Anticipatory loss, also known as anticipatory grief, occurs when a loved one’s death is imminent, whether from a terminal illness or a life-threatening injury, or they are simply nearing death from old age. Like conventional grief, there is no “correct” way to experience it

When we know someone we love is going to die soon, it can be a terribly overwhelming time. Many people don’t realize that what they are experiencing during this period is actually grief, even though their loved one is still alive.

Understandably, anticipatory loss can feel confusing. And the employee may also feel the exhaustion of grief, right at the moment when they want to be superhuman for their family: present for their loved one who is dying, and a source of comfort and inspiration for others.

Since it is not yet a commonly known phenomenon, a manager can be incredibly helpful to their employee simply by making them aware of the concept of anticipatory loss, and directing them to information on the subject or professional help.

Beyond that, there are other ways to help them face the challenges of caregiving and anticipatory loss.

Respect their routines

People are naturally creatures of habit. Our routines provide us with comfort and can help us get through tough times. But when an employee’s loved one is in hospice, the family’s day-to-day life is completely disrupted.

By keeping schedules as predictable as possible, and helping the employee to plan their time effectively, managers can make work a place of stability and calm.

In addition, it is helpful for the employee to look for ways throughout their day to carve out some personal time to recharge—around meals, exercise, and quiet time for themselves—and and stick to it as best they can.

By keeping schedules as predictable as possible, and helping the employee to plan their time effectively, managers can make work a place of stability and calm.

If they are taking a walk outside every day at lunch, or if they block out time on the calendar for focus time, for example, managers can encourage other team members to respect those boundaries as a way of supporting their wellbeing.

Caregiving is exhausting, both physically and mentally.

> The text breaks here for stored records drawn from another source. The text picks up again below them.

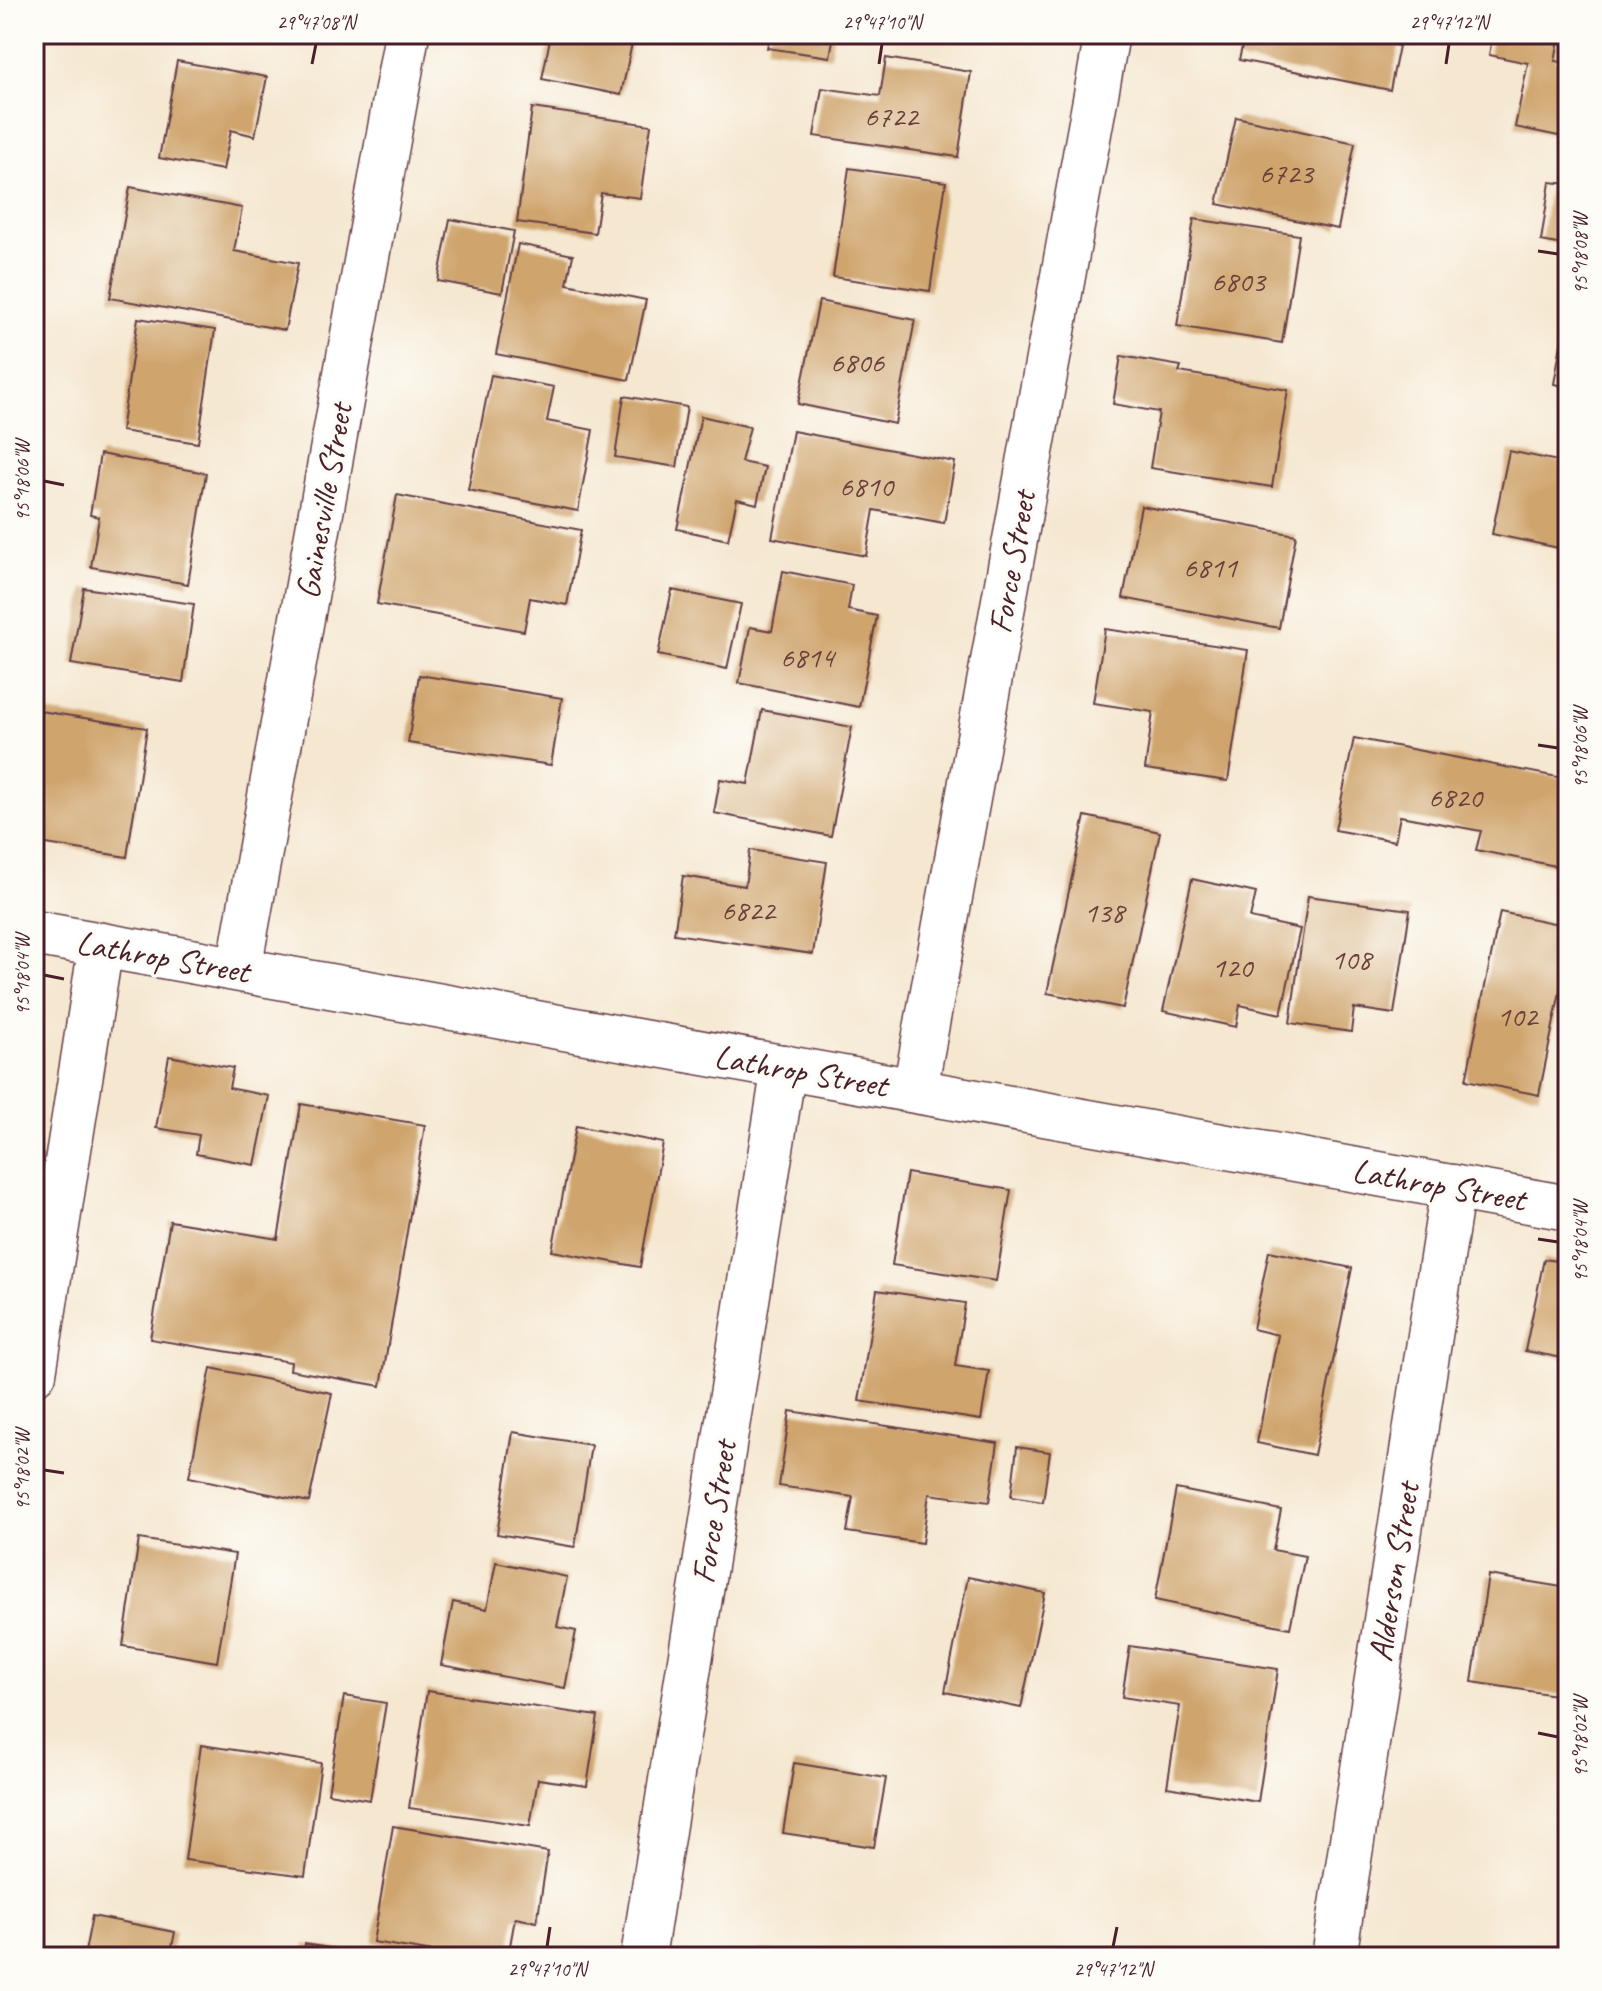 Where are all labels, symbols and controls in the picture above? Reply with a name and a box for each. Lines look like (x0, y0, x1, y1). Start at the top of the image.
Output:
text: 29°47'08"N (277, 10, 358, 35)
text: 29°47'10"N (843, 10, 924, 35)
text: 29°47'12"N (1410, 10, 1491, 35)
house number: 6722 (864, 97, 920, 135)
house number: 6723 (1259, 154, 1316, 192)
text: 95°18'08"W (1568, 210, 1593, 295)
house number: 6803 (1211, 262, 1268, 300)
house number: 6806 (830, 343, 885, 381)
street label: Gainesville Street (285, 396, 362, 602)
text: 95°18'06"W (10, 437, 35, 522)
house number: 6810 (839, 467, 895, 505)
street label: Force Street (978, 484, 1046, 637)
house number: 6811 (1183, 548, 1239, 586)
house number: 6814 (780, 638, 836, 676)
text: 95°18'06"W (1568, 704, 1593, 789)
house number: 6820 (1428, 778, 1485, 816)
house number: 6822 (721, 891, 777, 929)
house number: 138 (1084, 893, 1127, 931)
street label: Lathrop Street (73, 920, 256, 993)
text: 95°18'04"W (10, 931, 35, 1016)
house number: 108 (1331, 940, 1374, 978)
house number: 120 (1212, 948, 1255, 986)
house number: 102 (1497, 997, 1540, 1035)
street label: Lathrop Street (711, 1034, 894, 1107)
street label: Lathrop Street (1349, 1148, 1532, 1221)
text: 95°18'04"W (1568, 1198, 1593, 1283)
text: 95°18'02"W (10, 1426, 35, 1511)
street label: Force Street (681, 1434, 747, 1586)
street label: Alderson Street (1358, 1476, 1429, 1664)
text: 95°18'02"W (1568, 1693, 1593, 1778)
text: 29°47'10"N (508, 1957, 589, 1982)
text: 29°47'12"N (1074, 1957, 1155, 1982)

As an employee cares for an ill family member, it is important for them to take stock of their own needs as well.

Navigating these days may be the most painful and wrenching days of a person’s life, but they don’t have to be completely overwhelming. By putting a few strategies and structures in place during this intensely challenging time, a manager can make sure that their employee has the support they need to show up the best they can for their loved one.